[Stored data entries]
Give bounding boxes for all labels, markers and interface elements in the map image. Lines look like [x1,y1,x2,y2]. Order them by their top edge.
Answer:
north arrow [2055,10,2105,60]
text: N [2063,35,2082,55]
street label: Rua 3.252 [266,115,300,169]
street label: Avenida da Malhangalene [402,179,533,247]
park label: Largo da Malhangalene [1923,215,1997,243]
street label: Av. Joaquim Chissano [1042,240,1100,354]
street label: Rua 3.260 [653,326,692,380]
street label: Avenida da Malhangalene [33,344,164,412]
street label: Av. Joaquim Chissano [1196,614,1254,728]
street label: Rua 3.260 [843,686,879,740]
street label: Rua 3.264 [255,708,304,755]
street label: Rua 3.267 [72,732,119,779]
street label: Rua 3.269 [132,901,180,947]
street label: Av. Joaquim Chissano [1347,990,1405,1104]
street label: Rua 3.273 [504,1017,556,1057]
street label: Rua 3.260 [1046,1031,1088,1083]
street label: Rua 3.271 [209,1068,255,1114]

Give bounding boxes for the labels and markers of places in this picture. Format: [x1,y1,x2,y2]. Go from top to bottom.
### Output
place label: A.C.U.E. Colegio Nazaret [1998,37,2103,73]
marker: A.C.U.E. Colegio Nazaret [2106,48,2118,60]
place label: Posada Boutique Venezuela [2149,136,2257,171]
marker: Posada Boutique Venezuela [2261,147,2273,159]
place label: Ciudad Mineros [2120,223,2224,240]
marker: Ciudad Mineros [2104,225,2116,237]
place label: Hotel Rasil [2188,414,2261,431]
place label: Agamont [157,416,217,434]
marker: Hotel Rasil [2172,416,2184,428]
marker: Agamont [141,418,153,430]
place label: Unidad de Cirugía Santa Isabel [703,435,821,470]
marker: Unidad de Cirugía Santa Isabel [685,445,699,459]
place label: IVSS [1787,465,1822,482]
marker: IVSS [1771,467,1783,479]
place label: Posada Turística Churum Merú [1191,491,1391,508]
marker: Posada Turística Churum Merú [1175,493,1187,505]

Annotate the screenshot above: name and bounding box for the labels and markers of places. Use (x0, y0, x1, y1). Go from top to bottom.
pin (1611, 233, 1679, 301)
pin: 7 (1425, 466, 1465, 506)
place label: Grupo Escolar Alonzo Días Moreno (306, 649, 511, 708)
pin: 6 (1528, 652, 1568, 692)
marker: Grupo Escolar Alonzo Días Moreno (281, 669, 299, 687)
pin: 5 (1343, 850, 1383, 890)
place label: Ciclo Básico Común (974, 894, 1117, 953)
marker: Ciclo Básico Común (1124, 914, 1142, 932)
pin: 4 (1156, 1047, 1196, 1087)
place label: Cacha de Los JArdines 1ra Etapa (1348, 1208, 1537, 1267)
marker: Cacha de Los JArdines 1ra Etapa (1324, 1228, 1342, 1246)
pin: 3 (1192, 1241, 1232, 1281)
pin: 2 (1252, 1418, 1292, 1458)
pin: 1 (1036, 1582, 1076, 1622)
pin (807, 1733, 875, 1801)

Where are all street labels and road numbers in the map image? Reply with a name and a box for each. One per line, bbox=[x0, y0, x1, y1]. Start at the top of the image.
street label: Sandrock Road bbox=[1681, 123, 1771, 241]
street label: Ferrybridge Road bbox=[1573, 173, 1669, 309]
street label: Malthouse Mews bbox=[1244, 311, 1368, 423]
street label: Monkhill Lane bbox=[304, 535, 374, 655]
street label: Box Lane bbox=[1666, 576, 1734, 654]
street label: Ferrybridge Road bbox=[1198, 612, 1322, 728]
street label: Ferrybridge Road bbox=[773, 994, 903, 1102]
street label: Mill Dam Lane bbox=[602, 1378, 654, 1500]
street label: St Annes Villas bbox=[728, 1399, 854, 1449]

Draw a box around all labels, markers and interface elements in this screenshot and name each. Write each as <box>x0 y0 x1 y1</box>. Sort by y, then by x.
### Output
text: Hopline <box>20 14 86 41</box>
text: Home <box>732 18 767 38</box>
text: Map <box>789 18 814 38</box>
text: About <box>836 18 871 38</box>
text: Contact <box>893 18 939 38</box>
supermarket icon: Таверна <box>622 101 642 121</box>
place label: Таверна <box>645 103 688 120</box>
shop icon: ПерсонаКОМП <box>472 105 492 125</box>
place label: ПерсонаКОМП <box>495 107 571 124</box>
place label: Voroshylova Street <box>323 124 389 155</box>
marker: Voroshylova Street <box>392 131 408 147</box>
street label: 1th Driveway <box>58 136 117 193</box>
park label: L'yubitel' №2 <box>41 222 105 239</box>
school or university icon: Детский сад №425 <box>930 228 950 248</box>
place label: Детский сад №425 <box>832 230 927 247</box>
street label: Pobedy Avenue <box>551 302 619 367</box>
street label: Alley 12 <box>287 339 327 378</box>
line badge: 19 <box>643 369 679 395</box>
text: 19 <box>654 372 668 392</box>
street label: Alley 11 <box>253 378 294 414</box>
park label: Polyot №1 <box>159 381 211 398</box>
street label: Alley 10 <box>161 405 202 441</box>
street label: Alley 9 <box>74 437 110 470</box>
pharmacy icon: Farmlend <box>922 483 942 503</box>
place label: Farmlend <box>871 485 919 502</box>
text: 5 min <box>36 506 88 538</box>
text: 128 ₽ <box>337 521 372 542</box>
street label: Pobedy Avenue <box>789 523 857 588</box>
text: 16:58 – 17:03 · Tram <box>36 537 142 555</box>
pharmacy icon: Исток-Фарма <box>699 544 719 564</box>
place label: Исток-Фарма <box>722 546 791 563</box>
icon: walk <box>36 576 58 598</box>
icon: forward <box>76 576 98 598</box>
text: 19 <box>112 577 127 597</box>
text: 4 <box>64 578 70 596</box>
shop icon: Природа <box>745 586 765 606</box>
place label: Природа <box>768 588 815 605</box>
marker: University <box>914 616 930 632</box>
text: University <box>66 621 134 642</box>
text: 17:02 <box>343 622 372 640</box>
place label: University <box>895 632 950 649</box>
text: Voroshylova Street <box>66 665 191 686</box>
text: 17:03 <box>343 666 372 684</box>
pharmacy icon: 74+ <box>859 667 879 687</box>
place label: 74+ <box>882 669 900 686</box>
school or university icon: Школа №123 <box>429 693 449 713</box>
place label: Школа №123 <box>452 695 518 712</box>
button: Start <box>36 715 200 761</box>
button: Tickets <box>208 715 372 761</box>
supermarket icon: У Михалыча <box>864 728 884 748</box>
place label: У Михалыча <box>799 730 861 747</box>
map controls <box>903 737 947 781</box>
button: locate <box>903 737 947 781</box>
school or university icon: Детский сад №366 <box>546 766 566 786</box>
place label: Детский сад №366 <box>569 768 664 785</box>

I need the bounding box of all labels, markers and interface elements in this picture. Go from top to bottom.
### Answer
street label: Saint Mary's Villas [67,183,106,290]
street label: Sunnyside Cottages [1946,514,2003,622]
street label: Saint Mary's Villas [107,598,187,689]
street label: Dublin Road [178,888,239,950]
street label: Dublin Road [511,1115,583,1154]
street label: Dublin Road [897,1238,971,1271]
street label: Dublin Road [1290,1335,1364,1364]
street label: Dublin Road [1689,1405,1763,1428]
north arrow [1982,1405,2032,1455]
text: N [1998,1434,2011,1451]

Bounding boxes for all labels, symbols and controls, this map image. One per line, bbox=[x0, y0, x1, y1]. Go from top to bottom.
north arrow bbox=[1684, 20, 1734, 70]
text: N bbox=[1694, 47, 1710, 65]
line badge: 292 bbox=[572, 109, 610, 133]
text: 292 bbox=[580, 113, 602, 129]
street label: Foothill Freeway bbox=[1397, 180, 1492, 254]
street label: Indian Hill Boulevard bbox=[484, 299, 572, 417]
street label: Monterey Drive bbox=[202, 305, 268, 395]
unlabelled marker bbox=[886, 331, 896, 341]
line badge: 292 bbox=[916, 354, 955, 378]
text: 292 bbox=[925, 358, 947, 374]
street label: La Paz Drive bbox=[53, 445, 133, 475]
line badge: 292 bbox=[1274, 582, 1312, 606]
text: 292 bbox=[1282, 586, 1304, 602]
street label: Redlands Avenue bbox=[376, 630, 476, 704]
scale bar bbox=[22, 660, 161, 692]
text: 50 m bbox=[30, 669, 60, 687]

**What you need to do**.
All lines that hold the word "picture" should be copied from the data.

**Worked solution**.
Give bounding boxes for the labels and markers of places in this picture. Format: [x1,y1,x2,y2]. Go from top to bottom.
I need the bounding box of all labels, markers and interface elements in this picture. Go from top to bottom.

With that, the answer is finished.